Smooth or very lightly textured walls are the best candidate for adhering fabric directly onto them with liquid starch. In assessing the amount of texture on your wall, consider that fabric will conform to every bump, nook or cranny on the wall. If you can live with that, proceed.

  • Measuring tape
  • Damp cleaning sponge or rag
  • Stepladder
  • Scissors
  • Push pins
  • Paint tray
  • Smooth paint roller
  • Liquid starch
  • Thin-blade utility knife
  • Straightedge (optional)
  1. Clean the Wall: Clean the wall or walls with a damp sponge or cloth. Use the stepladder to reach the high section. Allow wall/walls to dry thoroughly.
  2. Measure the Wall: Measure the length and height of the wall or walls. Multiply the length times height to get the total number of inches of fabric that will be required for the project.
  3. Calculate Needed Fabric: Determine how many panels you need by dividing the width of your wall measurement by the width of your fabric. Cotton dress and quilting fabrics are typically 45 inches wide. Some decorator fabrics are 60 inches wide. Find the fabric width on the end of the bolt. If you already have the fabric, a quick measurement will provide the answer. Always add a little extra to your fabric measurements to account for trimmed edges and matching patterns.
  4. Cut Fabric Sections: Cut off selvedges or trim the fabric sides so they are straight. Cut fabric panels to the proper length. Matching them as you cut them helps prevent mistakes.
  5. Pin the Fabric: Center a fabric panel to the top of the wall and secure with a push pin in each corner. Note: Work from the center of the wall outward as recommended with wallpaper.
  6. Starch the Strip: Pour about 1/4 cup of liquid starch into the paint tray. Roll the paint roller through the starch several times to saturate. Hold the fabric strip to the side while rolling starch underneath it onto the top of the wall. Starch 2 to 3 feet below the top of the wall, then press the fabric strip in place. Smooth out any wrinkles or bubbles. Work your way down the strip of wall, adding more starch in another 2 to 3 foot section, then pressing and smoothing the fabric in place. Continue until the fabric strip has been adhered. Note: spray starch will also adhere fabric to smooth walls, but is not as cost-efficient as liquid starch.
  7. Move Out: Match the pattern or design of the next fabric piece to the starched fabric already on the wall. Pin it to the top of the wall with push pins and roll on starch, smoothing the panel from top to bottom until it is adhered to wall. Continue this process until the wall is covered, then move to the next wall if more than one is to be covered.
  8. Look for Imperfections : Examine each section of fabric. Bumps, bubbles and wrinkles can be smoothed out by rolling some starch directly on top of the fabric. Smooth out the imperfections as you wet the fabric with the starch. Allow starched fabric to dry thoroughly, possibly up to 24 hours.
  9. Trim and Finish: Trim away the excess fabric at the top and bottom of the wall with the thin-blade utility knife. Use a straight edge if you are concerned about cutting it crooked. Remove the push pins. Roll a little extra starch onto the fabric if any areas appear to pull loose during the trimming.

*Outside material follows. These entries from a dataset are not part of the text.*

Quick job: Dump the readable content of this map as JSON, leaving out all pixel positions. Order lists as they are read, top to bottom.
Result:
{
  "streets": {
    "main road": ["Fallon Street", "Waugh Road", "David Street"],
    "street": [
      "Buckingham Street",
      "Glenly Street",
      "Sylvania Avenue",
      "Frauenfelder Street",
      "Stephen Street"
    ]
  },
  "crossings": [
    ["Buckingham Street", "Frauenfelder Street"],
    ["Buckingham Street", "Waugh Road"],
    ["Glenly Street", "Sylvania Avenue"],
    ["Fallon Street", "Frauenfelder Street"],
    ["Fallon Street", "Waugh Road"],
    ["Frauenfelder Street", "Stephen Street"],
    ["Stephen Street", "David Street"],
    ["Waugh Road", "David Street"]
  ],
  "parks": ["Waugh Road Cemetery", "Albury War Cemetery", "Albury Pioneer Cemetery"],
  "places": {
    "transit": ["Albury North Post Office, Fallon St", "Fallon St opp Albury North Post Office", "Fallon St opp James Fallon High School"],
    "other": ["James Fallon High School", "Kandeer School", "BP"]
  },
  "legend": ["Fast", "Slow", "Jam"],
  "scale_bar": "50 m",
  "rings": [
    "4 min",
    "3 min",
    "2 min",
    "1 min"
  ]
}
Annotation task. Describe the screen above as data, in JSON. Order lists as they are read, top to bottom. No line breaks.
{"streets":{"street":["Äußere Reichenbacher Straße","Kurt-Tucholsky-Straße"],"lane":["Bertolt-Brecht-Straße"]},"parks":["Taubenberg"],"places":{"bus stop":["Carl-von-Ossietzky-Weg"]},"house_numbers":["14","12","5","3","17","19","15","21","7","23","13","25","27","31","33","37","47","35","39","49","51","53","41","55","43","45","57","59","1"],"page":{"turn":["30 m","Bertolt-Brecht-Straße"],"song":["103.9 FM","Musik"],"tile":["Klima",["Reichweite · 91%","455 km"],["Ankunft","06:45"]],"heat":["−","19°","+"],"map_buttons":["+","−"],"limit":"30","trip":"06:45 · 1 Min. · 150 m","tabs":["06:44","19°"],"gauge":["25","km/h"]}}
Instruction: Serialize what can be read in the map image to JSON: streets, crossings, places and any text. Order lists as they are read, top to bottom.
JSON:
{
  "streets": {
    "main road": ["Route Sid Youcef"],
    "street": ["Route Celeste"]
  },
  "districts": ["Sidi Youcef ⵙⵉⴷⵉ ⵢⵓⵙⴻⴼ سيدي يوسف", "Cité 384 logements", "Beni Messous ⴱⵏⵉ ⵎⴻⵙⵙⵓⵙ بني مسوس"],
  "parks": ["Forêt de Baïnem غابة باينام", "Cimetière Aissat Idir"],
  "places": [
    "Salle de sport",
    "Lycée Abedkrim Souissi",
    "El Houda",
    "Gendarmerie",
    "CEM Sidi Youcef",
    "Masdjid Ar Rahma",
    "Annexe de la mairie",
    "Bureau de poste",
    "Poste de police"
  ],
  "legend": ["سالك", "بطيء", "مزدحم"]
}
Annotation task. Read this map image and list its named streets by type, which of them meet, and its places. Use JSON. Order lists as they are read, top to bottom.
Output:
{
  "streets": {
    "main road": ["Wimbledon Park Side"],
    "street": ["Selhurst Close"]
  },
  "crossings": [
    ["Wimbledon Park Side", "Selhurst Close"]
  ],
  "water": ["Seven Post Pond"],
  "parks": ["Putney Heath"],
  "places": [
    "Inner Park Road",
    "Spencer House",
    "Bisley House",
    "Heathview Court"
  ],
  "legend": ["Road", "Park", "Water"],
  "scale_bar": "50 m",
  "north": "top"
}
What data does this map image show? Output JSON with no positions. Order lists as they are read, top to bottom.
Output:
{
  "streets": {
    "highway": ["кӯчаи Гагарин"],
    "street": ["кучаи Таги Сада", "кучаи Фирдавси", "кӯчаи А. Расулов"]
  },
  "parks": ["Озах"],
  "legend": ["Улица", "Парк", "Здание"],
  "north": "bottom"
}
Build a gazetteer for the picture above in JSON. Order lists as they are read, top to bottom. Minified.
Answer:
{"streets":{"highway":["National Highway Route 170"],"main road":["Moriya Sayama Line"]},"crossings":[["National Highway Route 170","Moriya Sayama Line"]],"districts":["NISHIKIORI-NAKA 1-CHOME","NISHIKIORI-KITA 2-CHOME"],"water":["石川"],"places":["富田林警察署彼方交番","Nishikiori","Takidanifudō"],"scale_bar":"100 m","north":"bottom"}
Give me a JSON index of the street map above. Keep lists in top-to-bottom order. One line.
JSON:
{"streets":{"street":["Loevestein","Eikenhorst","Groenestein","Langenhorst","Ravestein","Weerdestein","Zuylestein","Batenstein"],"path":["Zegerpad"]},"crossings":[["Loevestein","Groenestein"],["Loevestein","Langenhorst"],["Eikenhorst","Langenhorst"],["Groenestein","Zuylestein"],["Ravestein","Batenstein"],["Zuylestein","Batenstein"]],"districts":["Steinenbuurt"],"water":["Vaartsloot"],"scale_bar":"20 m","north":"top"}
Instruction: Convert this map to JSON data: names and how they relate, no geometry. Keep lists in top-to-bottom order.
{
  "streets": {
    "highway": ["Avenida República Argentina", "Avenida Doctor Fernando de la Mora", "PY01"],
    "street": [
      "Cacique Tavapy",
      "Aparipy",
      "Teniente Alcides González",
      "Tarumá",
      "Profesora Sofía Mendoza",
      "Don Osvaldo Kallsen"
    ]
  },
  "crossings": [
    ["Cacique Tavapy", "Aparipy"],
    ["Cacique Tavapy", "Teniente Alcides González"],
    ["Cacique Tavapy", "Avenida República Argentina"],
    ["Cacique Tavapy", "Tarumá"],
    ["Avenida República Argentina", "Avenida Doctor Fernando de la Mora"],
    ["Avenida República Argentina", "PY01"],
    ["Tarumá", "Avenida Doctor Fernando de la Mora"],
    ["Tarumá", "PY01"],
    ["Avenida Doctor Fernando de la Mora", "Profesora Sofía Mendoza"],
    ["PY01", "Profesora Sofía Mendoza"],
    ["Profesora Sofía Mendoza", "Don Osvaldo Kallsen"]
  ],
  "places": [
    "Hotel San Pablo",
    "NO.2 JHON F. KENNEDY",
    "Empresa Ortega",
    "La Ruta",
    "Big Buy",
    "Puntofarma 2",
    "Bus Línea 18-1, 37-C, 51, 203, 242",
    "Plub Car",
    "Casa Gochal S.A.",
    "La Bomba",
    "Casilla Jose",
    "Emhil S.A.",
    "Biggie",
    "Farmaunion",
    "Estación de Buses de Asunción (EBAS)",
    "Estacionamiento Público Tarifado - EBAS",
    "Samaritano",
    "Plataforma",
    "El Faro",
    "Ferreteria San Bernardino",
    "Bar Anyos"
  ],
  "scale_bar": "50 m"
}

Removal: Spray water on the fabric panels to loosen them when you are ready for a change. Spray a panel, then peel it off the wall. Continue until all panels are removed.

Warnings

Do not vacuum or sweep your fabric-covered wall. Keep it clean with a lint roller.

Grease and food splatters make fabric walls in kitchens are difficult to keep clean.

Covering walls near stoves and heaters is a fire hazard.

Stapling Fabric to Walls

Adhering fabric to heavily textured, paneled and concrete walls with starch is not a good idea because the texture will show through the fabric. Staples and removable hook and loop tape are two ways to decorate these walls with fabric.

Staple fabric to textured or paneled walls. A staple gun can be used to attach fabric panels at the top and bottom of the wall, controlling the size and number of holes in the wall.

Supplies:

  • Measuring tape
  • Damp cleaning sponge or rag
  • Stepladder
  • Scissors
  • Staple gun (I've successfully used a desk stapler)
  • Staples
  • Thin-blade utility knife
  1. Clean the Wall: Clean the wall or walls with a damp sponge or cloth. Use the step ladder to reach the high section. Allow wall/walls to dry thoroughly.
  2. Cut Fabric Sections: Cut selvedges (sides) off the fabric. Cut fabric sections to the proper length. Remember to add a little extra to the length to allow for even trimming and pattern matching as you go. Matching them up as you cut them prevents mistakes.
  3. Staple the Fabric: Center a fabric panel to the top of the wall. Staple the center and each corner of the fabric panel. Work from the center of the wall outward as recommended with wallpaper. Straighten and smooth the fabric down the wall, stapling across the bottom of the panel as well.
  4. Move out: Match the pattern or design of the next fabric piece already on the wall. Staple it to the top of the wall, smoothing the panel from top to bottom. Staple fabric across the bottom. Continue this process until the wall is covered, then move to the next wall if more than one is to be covered.
  5. Trim: Trim away the excess fabric at the top and bottom of the wall with the thin-blade utility knife. Use a straight edge if you are concerned about cutting it crooked.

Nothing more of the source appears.